**Activity:** Collect each line of the entries that holds the string "screenshot".

Data shown below:

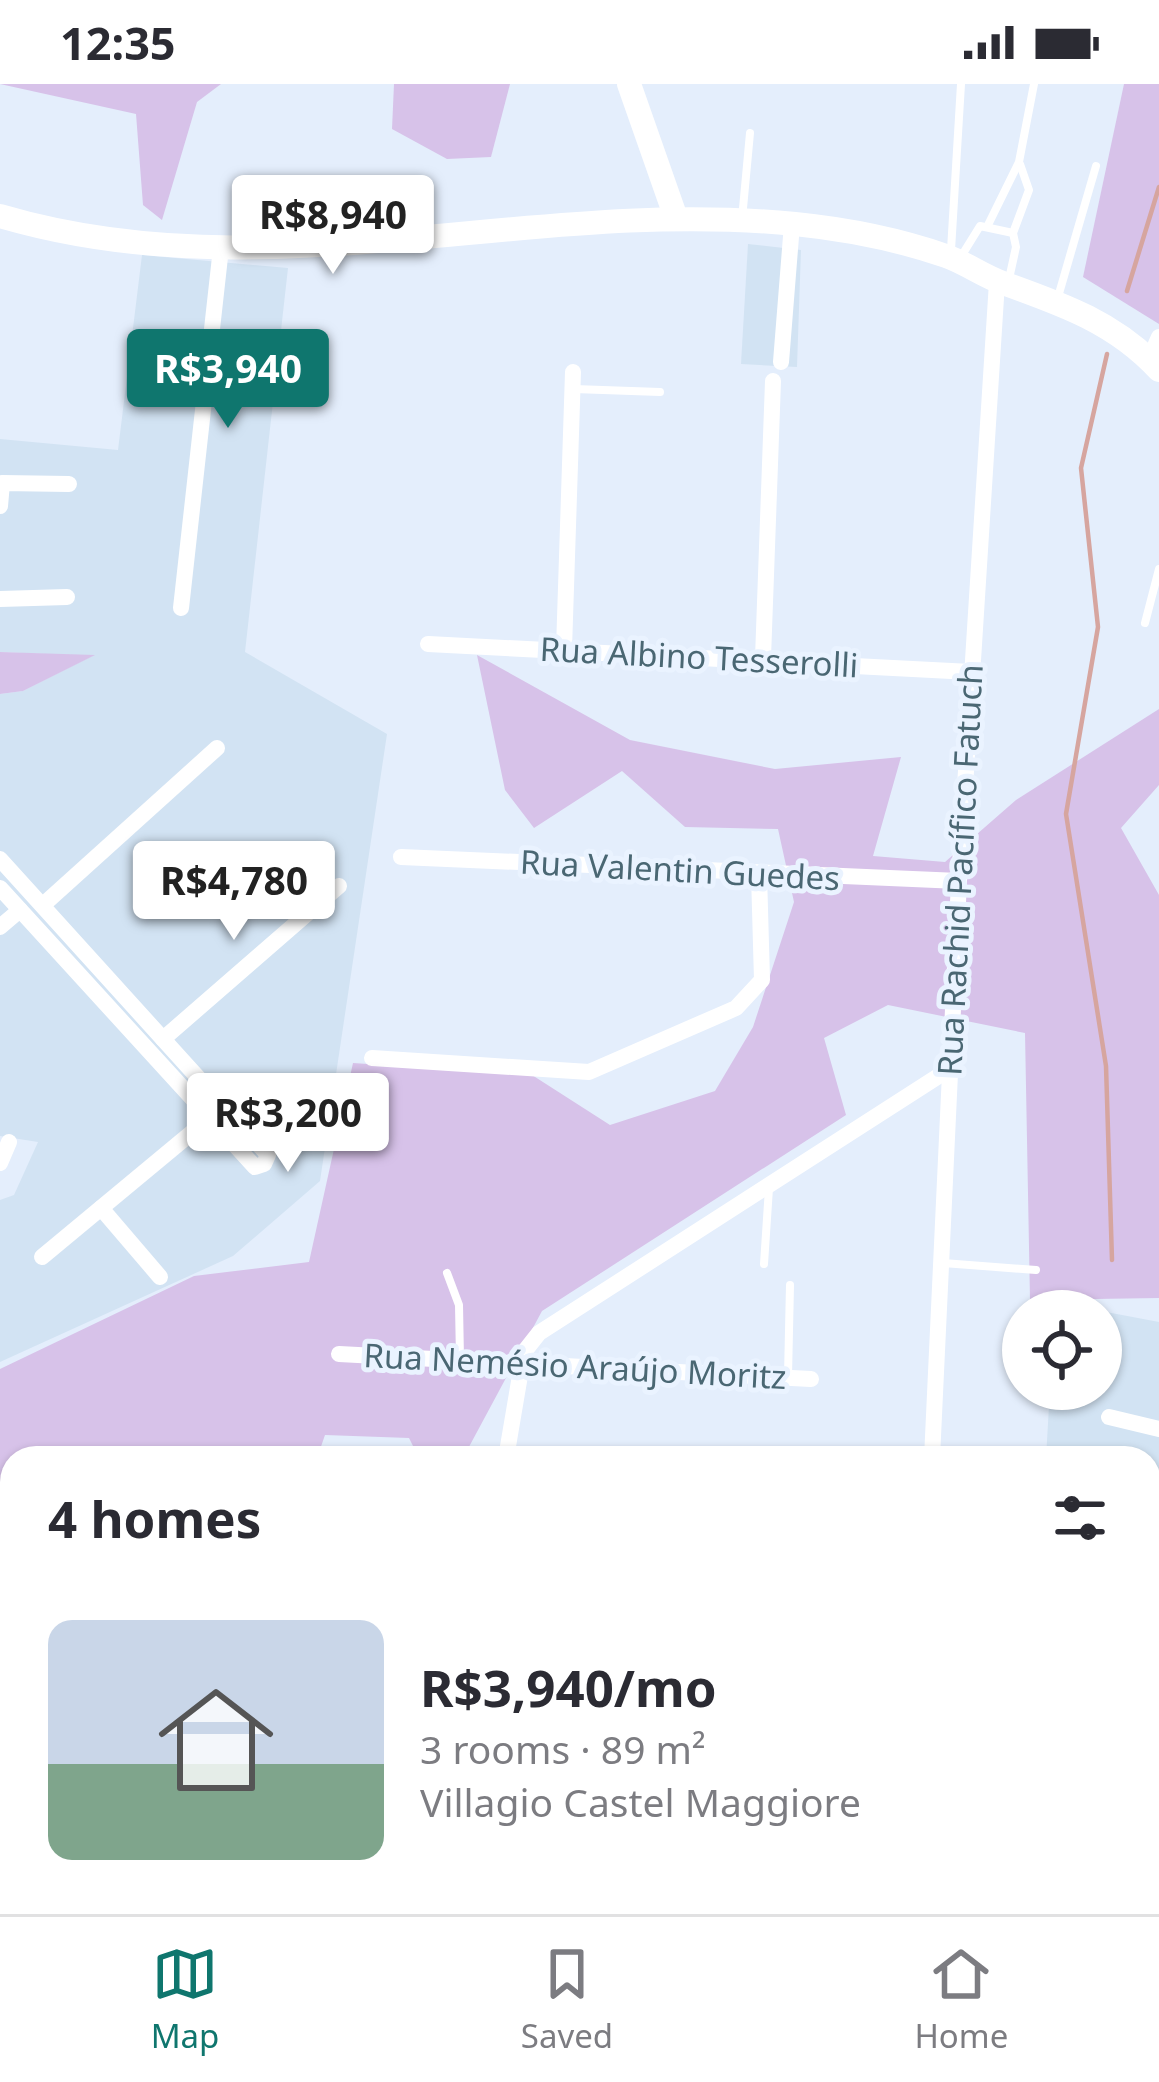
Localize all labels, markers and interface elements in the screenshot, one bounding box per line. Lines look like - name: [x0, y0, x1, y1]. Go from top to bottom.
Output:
- text: 12:35: [60, 12, 176, 73]
- pin: R$8,940: [222, 175, 444, 277]
- text: R$8,940: [259, 187, 407, 240]
- pin: R$3,940: [117, 329, 339, 431]
- text: R$3,940: [154, 341, 302, 394]
- street label: Rua Albino Tesserolli: [539, 626, 859, 687]
- street label: Rua Rachid Pacífico Fatuch: [926, 663, 993, 1077]
- street label: Rua Valentin Guedes: [519, 839, 841, 900]
- pin: R$4,780: [123, 841, 345, 943]
- text: R$4,780: [160, 853, 308, 906]
- pin: R$3,200: [177, 1073, 399, 1175]
- text: R$3,200: [214, 1085, 362, 1138]
- map controls: [1002, 1290, 1122, 1410]
- button: locate: [1002, 1290, 1122, 1410]
- street label: Rua Nemésio Araújo Moritz: [362, 1332, 788, 1399]
- text: 4 homes: [48, 1483, 261, 1553]
- icon: filters: [1047, 1485, 1113, 1551]
- text: R$3,940/mo: [420, 1652, 717, 1722]
- icon: home: [144, 1668, 288, 1812]
- text: 3 rooms · 89 m²: [420, 1722, 706, 1775]
- text: Villagio Castel Maggiore: [420, 1775, 861, 1828]
- tab: Map: [151, 1941, 219, 2058]
- tab: Saved: [521, 1941, 613, 2058]
- tab: Home: [914, 1941, 1008, 2058]

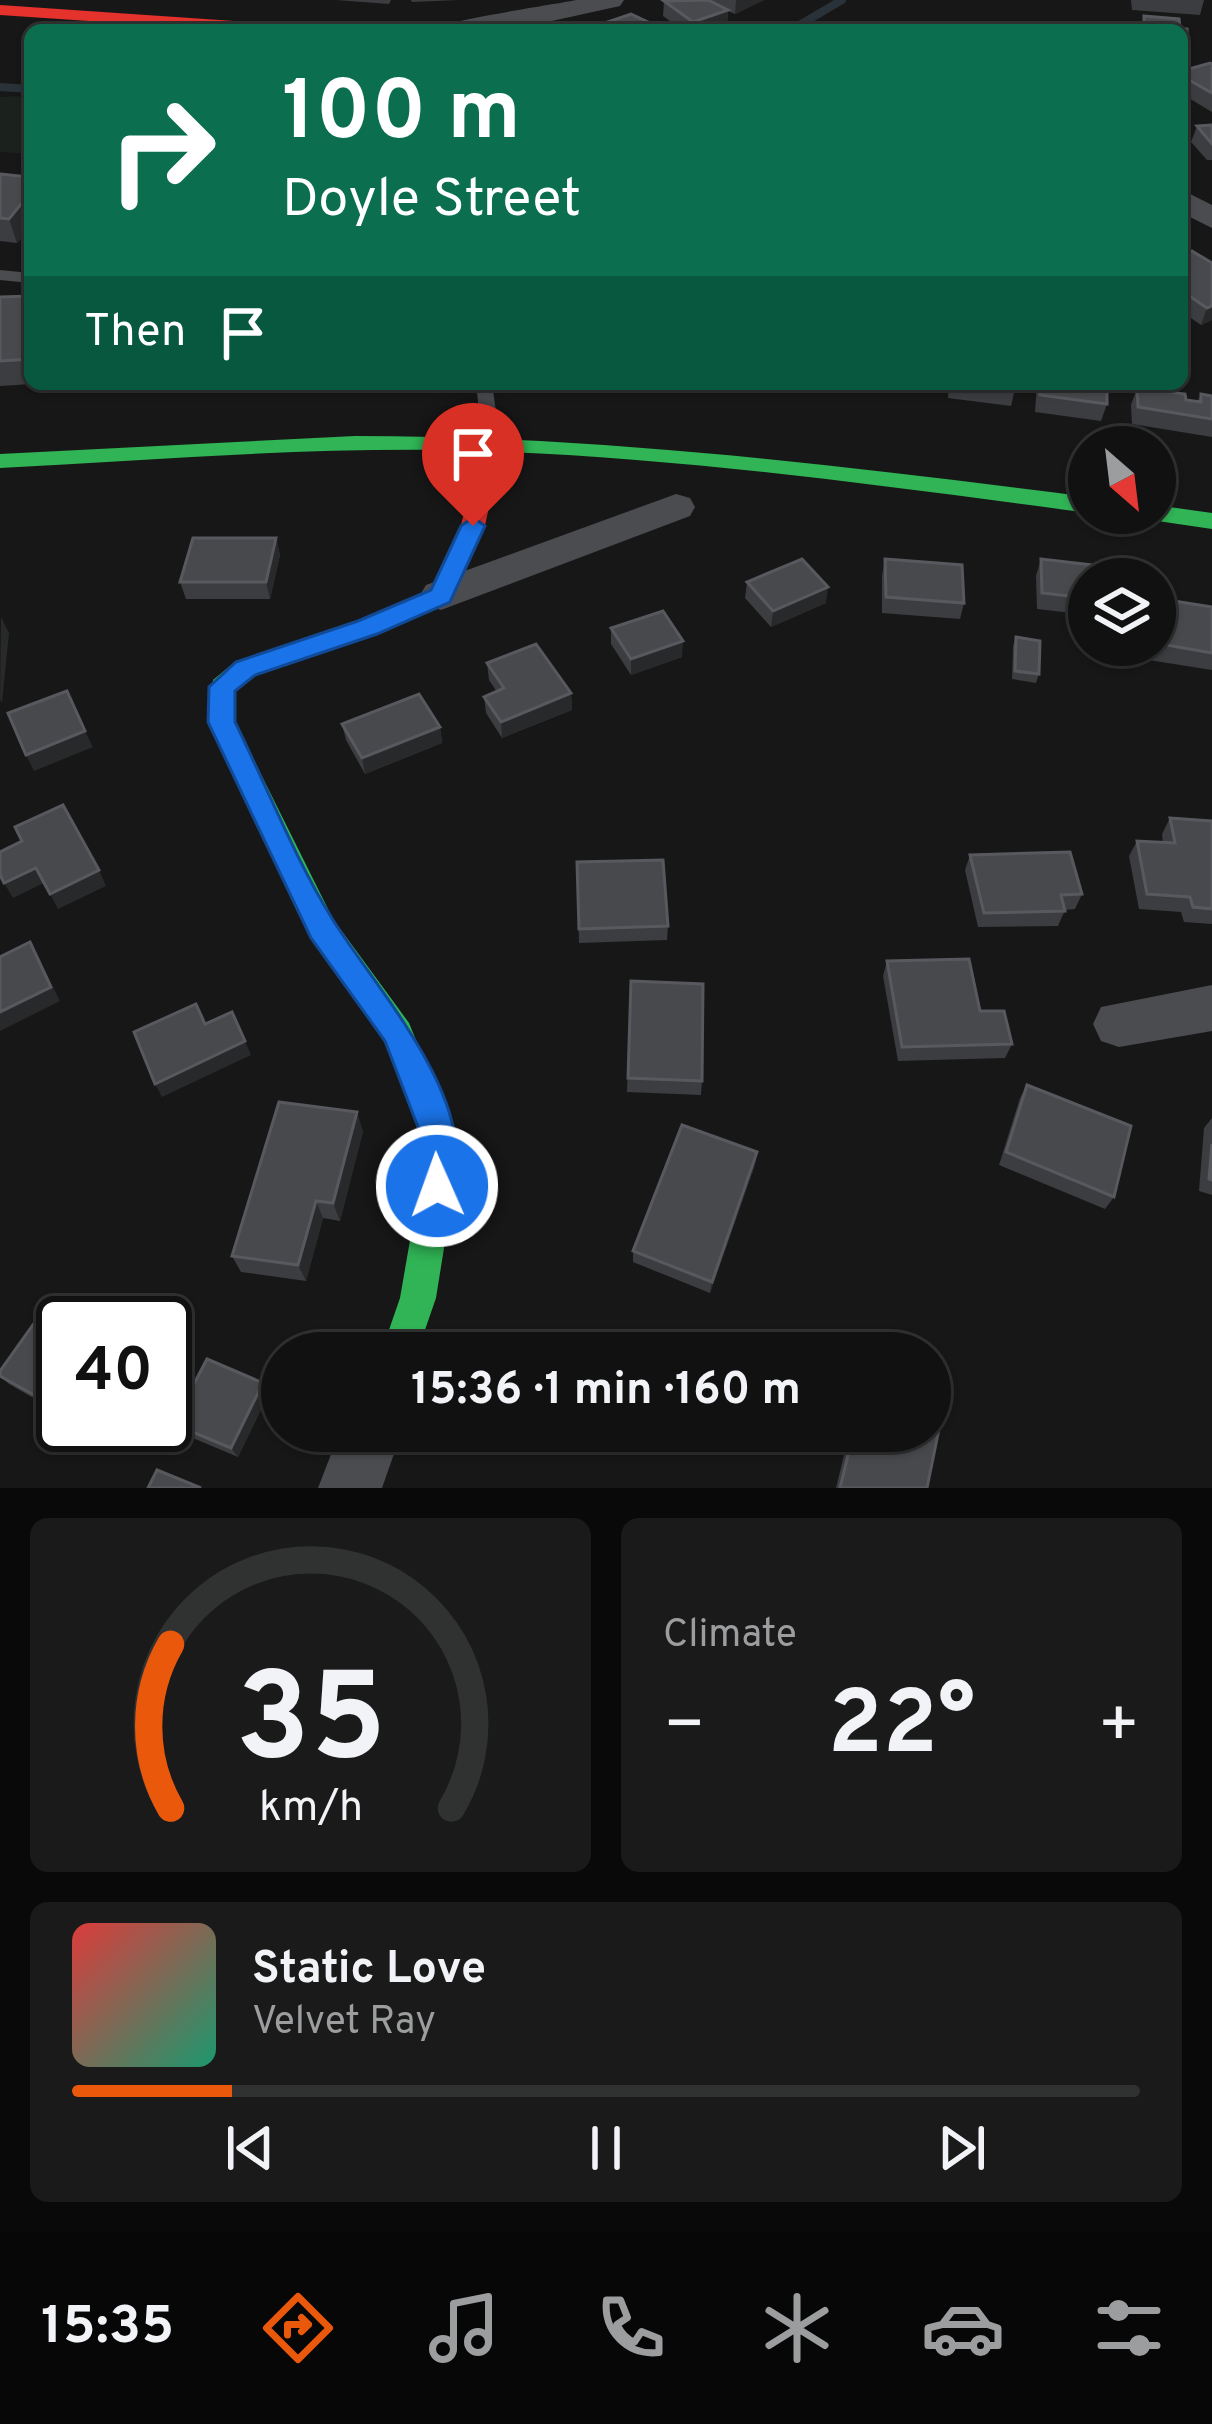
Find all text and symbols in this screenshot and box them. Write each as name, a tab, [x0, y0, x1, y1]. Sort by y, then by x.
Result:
text: 100 m	[282, 63, 521, 169]
icon: right	[84, 72, 240, 228]
text: Doyle Street	[282, 167, 581, 236]
icon: arrive	[210, 300, 276, 366]
text: Then	[84, 305, 186, 362]
pin	[422, 403, 524, 526]
icon: arrive	[440, 421, 506, 487]
north arrow	[1068, 426, 1176, 534]
map controls	[1068, 426, 1176, 666]
button: layers	[1068, 558, 1176, 666]
position arrow	[374, 1123, 500, 1249]
speed limit sign: 40	[36, 1296, 192, 1452]
text: 15:36 · 1 min · 160 m	[411, 1363, 801, 1420]
text: Climate	[663, 1612, 797, 1661]
text: 35	[235, 1647, 386, 1805]
text: 22°	[828, 1672, 975, 1785]
text: −	[663, 1687, 706, 1770]
text: +	[1097, 1687, 1140, 1770]
text: km/h	[258, 1782, 363, 1836]
text: Static Love	[252, 1942, 486, 1999]
text: Velvet Ray	[252, 1999, 436, 2048]
icon: previous	[217, 2115, 283, 2181]
icon: pause	[573, 2115, 639, 2181]
icon: next	[929, 2115, 995, 2181]
icon: directions	[256, 2286, 340, 2370]
icon: music	[422, 2286, 506, 2370]
icon: phone	[589, 2286, 673, 2370]
icon: climate	[755, 2286, 839, 2370]
icon: car	[921, 2286, 1005, 2370]
icon: filters	[1087, 2286, 1171, 2370]
text: 15:35	[41, 2294, 174, 2363]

End of Data shown.

**Response area:**
Localize all labels, markers and interface elements in the screenshot, one bounding box per line. Lines look like - name: [x0, y0, x1, y1]. Go from top to bottom.
Find all text and symbols in this screenshot and box them. Write each as name, a tab, [x0, y0, x1, y1]. Sort by y, then by x.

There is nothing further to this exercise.